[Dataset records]
* * * * * * * * *

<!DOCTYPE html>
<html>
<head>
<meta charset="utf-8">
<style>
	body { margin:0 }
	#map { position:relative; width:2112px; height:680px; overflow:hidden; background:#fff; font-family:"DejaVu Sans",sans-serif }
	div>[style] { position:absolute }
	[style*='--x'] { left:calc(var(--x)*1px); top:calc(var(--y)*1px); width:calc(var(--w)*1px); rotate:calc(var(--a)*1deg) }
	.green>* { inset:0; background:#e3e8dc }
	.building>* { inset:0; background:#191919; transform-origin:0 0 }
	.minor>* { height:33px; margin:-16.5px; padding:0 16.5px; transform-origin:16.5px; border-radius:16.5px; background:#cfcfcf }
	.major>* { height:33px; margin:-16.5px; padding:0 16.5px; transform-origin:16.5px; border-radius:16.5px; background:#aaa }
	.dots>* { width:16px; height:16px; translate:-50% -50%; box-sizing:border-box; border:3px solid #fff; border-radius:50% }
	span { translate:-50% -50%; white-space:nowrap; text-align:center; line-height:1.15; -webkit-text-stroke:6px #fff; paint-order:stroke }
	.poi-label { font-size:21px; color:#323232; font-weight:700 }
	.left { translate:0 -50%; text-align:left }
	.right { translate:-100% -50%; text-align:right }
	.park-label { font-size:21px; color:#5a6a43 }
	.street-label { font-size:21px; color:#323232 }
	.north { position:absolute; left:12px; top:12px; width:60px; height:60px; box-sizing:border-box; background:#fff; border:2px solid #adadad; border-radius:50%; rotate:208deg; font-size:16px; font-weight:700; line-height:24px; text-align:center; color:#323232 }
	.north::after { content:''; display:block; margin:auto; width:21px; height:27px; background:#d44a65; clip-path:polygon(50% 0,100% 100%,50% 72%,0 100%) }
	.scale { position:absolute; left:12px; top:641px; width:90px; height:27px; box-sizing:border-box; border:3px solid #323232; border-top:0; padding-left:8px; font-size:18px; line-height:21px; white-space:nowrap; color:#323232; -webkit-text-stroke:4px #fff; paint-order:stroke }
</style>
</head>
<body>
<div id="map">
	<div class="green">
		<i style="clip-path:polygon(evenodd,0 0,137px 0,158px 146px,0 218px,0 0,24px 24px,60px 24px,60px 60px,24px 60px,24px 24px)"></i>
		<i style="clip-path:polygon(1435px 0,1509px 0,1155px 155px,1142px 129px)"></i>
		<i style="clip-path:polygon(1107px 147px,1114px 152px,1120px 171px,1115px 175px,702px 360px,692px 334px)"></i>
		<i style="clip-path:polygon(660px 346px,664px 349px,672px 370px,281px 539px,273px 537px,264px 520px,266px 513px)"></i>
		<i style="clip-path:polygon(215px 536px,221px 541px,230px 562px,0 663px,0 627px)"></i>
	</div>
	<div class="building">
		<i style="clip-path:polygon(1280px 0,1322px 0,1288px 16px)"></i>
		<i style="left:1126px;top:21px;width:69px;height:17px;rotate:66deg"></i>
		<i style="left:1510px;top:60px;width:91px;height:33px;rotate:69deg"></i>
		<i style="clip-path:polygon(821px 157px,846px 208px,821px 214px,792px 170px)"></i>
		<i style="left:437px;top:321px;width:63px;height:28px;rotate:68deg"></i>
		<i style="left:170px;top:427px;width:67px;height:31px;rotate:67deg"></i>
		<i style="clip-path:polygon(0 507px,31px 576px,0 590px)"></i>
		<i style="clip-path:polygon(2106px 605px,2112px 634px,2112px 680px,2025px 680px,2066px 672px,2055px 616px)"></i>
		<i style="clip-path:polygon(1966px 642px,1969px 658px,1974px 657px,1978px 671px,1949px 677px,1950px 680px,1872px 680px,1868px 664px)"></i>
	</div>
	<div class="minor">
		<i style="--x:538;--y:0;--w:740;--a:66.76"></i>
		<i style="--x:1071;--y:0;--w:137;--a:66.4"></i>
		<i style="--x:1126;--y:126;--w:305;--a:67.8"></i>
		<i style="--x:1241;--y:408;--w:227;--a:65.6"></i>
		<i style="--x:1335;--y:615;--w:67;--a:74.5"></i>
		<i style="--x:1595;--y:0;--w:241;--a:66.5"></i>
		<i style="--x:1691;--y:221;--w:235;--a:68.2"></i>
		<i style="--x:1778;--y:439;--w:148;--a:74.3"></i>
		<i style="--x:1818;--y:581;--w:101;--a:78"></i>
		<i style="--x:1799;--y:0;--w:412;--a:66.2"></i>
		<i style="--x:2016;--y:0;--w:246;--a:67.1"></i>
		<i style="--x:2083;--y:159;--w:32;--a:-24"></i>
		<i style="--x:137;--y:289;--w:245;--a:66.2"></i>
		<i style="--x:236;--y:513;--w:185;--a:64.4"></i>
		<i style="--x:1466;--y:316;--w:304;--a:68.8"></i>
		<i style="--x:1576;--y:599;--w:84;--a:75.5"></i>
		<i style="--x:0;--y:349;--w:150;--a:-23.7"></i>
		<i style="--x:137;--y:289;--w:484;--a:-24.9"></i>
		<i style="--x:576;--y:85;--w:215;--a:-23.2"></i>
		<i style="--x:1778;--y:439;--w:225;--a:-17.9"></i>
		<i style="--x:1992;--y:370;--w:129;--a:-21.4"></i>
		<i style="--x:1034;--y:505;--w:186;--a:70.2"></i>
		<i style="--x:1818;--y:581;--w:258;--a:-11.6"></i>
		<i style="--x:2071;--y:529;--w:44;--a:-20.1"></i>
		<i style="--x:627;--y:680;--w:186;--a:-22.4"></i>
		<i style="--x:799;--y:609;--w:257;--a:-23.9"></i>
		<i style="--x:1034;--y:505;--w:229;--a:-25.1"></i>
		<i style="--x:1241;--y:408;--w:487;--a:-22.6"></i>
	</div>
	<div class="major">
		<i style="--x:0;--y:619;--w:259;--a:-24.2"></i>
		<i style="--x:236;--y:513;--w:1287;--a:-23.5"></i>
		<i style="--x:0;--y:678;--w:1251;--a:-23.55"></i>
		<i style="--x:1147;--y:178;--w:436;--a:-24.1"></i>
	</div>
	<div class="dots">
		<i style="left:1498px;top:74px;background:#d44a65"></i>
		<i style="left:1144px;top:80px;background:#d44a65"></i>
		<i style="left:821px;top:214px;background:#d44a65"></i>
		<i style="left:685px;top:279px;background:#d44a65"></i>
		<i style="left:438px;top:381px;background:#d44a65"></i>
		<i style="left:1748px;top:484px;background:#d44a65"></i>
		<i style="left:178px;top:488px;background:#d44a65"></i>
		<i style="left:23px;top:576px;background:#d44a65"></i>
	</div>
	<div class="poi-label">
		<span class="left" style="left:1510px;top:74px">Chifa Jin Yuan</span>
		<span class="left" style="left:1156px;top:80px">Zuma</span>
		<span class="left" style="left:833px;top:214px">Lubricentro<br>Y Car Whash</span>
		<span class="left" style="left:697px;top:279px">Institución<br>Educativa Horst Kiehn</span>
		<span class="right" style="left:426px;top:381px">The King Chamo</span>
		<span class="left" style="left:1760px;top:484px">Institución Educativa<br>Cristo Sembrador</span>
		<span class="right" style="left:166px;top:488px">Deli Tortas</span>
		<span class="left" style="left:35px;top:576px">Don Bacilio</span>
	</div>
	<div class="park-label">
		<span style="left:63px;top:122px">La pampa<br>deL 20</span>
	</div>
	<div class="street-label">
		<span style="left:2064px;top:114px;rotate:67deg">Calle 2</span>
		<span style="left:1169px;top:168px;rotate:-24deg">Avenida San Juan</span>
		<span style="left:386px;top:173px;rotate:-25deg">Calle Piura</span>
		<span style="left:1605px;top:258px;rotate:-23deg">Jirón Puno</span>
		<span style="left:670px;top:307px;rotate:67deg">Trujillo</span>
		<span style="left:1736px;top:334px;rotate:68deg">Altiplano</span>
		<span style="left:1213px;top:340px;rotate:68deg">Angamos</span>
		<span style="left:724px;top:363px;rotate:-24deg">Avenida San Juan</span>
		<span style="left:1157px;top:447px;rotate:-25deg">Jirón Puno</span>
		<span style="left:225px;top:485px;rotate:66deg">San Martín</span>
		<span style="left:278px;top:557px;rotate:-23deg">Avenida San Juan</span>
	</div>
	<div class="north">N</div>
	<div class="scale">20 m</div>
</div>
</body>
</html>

* * * * * * * * *

THE PROBLEM:
A word-for-word copy of the entries, from the first line through the line containing "position:absolute; left:12px; top:12px;", is the whole answer.

RESPONSE AREA:
<!DOCTYPE html>
<html>
<head>
<meta charset="utf-8">
<style>
	body { margin:0 }
	#map { position:relative; width:2112px; height:680px; overflow:hidden; background:#fff; font-family:"DejaVu Sans",sans-serif }
	div>[style] { position:absolute }
	[style*='--x'] { left:calc(var(--x)*1px); top:calc(var(--y)*1px); width:calc(var(--w)*1px); rotate:calc(var(--a)*1deg) }
	.green>* { inset:0; background:#e3e8dc }
	.building>* { inset:0; background:#191919; transform-origin:0 0 }
	.minor>* { height:33px; margin:-16.5px; padding:0 16.5px; transform-origin:16.5px; border-radius:16.5px; background:#cfcfcf }
	.major>* { height:33px; margin:-16.5px; padding:0 16.5px; transform-origin:16.5px; border-radius:16.5px; background:#aaa }
	.dots>* { width:16px; height:16px; translate:-50% -50%; box-sizing:border-box; border:3px solid #fff; border-radius:50% }
	span { translate:-50% -50%; white-space:nowrap; text-align:center; line-height:1.15; -webkit-text-stroke:6px #fff; paint-order:stroke }
	.poi-label { font-size:21px; color:#323232; font-weight:700 }
	.left { translate:0 -50%; text-align:left }
	.right { translate:-100% -50%; text-align:right }
	.park-label { font-size:21px; color:#5a6a43 }
	.street-label { font-size:21px; color:#323232 }
	.north { position:absolute; left:12px; top:12px; width:60px; height:60px; box-sizing:border-box; background:#fff; border:2px solid #adadad; border-radius:50%; rotate:208deg; font-size:16px; font-weight:700; line-height:24px; text-align:center; color:#323232 }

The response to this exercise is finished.